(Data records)

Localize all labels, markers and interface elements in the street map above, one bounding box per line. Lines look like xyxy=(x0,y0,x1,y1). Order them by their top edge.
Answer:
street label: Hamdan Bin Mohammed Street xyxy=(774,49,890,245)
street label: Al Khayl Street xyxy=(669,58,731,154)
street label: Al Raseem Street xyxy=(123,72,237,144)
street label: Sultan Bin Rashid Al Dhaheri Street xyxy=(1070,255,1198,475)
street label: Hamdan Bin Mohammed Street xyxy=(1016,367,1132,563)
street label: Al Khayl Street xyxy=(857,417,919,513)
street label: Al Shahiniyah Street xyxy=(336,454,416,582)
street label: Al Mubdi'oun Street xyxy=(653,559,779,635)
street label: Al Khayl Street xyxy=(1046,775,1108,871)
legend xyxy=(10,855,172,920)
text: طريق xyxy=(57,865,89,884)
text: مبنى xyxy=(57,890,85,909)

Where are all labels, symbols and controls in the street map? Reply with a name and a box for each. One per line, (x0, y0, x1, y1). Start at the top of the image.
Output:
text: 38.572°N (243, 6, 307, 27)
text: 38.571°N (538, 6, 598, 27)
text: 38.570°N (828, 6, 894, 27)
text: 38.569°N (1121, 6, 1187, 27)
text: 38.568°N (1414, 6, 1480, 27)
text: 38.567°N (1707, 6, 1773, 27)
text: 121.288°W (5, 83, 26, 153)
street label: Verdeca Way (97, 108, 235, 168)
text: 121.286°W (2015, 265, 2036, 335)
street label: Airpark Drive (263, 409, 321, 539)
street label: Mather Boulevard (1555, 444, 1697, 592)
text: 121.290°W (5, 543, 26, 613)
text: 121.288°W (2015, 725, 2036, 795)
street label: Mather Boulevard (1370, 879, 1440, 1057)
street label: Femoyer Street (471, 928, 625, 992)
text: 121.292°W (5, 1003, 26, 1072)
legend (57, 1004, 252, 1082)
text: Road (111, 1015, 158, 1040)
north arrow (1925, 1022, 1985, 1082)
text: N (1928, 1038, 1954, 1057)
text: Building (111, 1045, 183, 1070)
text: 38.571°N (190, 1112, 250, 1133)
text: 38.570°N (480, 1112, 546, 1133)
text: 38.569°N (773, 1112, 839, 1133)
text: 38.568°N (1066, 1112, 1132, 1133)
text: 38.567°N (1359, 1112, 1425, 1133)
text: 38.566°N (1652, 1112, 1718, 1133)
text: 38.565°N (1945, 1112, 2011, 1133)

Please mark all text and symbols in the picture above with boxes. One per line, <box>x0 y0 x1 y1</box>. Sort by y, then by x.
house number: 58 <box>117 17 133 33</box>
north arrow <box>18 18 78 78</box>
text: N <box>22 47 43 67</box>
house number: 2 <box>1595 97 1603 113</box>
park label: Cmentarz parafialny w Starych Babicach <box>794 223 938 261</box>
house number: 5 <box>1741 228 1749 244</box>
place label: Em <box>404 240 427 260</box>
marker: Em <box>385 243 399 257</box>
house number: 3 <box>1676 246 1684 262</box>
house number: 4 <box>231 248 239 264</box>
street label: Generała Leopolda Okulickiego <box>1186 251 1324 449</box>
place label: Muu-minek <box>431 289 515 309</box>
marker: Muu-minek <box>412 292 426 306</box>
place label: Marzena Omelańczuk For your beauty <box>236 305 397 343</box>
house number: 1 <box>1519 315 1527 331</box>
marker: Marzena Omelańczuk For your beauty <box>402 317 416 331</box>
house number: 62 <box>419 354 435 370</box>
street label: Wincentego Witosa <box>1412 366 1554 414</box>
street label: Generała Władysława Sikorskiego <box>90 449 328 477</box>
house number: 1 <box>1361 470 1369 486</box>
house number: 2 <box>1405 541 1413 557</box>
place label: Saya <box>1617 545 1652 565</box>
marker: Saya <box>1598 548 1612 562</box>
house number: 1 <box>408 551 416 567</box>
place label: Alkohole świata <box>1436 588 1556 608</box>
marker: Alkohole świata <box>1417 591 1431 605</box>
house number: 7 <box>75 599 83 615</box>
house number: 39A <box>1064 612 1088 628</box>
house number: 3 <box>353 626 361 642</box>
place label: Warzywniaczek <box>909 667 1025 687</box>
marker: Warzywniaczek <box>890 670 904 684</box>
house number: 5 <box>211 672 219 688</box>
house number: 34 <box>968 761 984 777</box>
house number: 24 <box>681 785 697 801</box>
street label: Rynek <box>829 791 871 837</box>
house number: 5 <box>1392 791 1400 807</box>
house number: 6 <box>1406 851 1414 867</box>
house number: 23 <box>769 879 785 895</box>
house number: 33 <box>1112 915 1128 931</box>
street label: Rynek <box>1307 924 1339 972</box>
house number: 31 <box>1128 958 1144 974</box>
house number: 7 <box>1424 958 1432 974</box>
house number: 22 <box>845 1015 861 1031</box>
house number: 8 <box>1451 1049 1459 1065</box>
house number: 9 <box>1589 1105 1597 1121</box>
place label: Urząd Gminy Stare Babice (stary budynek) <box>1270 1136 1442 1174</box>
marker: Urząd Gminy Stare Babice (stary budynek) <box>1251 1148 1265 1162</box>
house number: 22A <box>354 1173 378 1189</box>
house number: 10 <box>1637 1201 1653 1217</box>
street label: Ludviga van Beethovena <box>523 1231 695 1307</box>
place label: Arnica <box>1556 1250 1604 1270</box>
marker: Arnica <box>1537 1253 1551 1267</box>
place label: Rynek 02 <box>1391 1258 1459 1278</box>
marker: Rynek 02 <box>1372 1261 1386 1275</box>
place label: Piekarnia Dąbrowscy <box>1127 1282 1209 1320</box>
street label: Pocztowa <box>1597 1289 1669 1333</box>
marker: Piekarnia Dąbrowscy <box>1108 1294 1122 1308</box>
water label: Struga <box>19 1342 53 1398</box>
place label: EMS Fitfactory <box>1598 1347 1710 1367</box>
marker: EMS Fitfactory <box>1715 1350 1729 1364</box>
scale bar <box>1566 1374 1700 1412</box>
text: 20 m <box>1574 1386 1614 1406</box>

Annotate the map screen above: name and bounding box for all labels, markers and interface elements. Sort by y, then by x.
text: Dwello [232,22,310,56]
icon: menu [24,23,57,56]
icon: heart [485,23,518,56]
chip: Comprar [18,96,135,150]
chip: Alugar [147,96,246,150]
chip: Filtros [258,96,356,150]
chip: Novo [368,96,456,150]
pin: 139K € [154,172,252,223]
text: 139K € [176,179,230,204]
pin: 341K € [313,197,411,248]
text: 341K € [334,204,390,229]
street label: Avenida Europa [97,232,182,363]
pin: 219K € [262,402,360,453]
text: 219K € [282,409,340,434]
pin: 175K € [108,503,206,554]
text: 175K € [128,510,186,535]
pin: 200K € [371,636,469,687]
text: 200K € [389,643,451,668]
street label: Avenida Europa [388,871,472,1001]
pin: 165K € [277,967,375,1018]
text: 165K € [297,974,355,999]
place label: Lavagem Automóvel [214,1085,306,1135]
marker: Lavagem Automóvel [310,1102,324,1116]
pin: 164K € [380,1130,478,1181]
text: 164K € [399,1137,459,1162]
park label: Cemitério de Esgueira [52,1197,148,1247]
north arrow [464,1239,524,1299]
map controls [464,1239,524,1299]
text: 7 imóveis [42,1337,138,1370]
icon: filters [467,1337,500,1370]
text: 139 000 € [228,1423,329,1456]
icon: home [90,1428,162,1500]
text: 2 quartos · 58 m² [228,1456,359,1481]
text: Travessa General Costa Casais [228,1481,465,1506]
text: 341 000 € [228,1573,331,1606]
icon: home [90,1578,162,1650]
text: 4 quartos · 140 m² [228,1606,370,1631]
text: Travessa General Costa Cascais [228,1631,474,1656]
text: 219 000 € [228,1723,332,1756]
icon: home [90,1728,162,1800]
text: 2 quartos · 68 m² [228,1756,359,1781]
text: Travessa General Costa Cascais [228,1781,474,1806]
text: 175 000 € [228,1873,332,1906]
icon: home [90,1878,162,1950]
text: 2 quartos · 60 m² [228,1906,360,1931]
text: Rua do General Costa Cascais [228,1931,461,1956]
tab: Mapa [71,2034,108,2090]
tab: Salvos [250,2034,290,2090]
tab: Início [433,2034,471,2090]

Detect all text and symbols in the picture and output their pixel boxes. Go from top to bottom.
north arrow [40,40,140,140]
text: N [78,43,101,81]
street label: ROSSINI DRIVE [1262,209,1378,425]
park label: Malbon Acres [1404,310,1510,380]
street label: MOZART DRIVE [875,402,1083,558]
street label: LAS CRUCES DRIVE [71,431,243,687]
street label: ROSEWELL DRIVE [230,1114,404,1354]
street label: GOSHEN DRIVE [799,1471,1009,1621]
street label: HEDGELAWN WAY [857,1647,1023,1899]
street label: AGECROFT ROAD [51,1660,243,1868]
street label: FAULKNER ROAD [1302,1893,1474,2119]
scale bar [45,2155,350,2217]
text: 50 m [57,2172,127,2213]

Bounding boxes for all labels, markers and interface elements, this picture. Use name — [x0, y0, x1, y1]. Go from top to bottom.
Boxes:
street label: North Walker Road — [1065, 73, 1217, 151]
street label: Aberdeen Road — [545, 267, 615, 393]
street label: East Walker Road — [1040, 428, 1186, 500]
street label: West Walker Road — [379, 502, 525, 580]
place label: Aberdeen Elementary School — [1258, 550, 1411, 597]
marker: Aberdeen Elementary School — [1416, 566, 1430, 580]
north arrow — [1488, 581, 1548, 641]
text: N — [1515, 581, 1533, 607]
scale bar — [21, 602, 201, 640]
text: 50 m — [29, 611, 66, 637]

What is being asked:
Find the lines in the data that hold the word "interface". Reply with how many there are and nothing more.

Response to the task:
3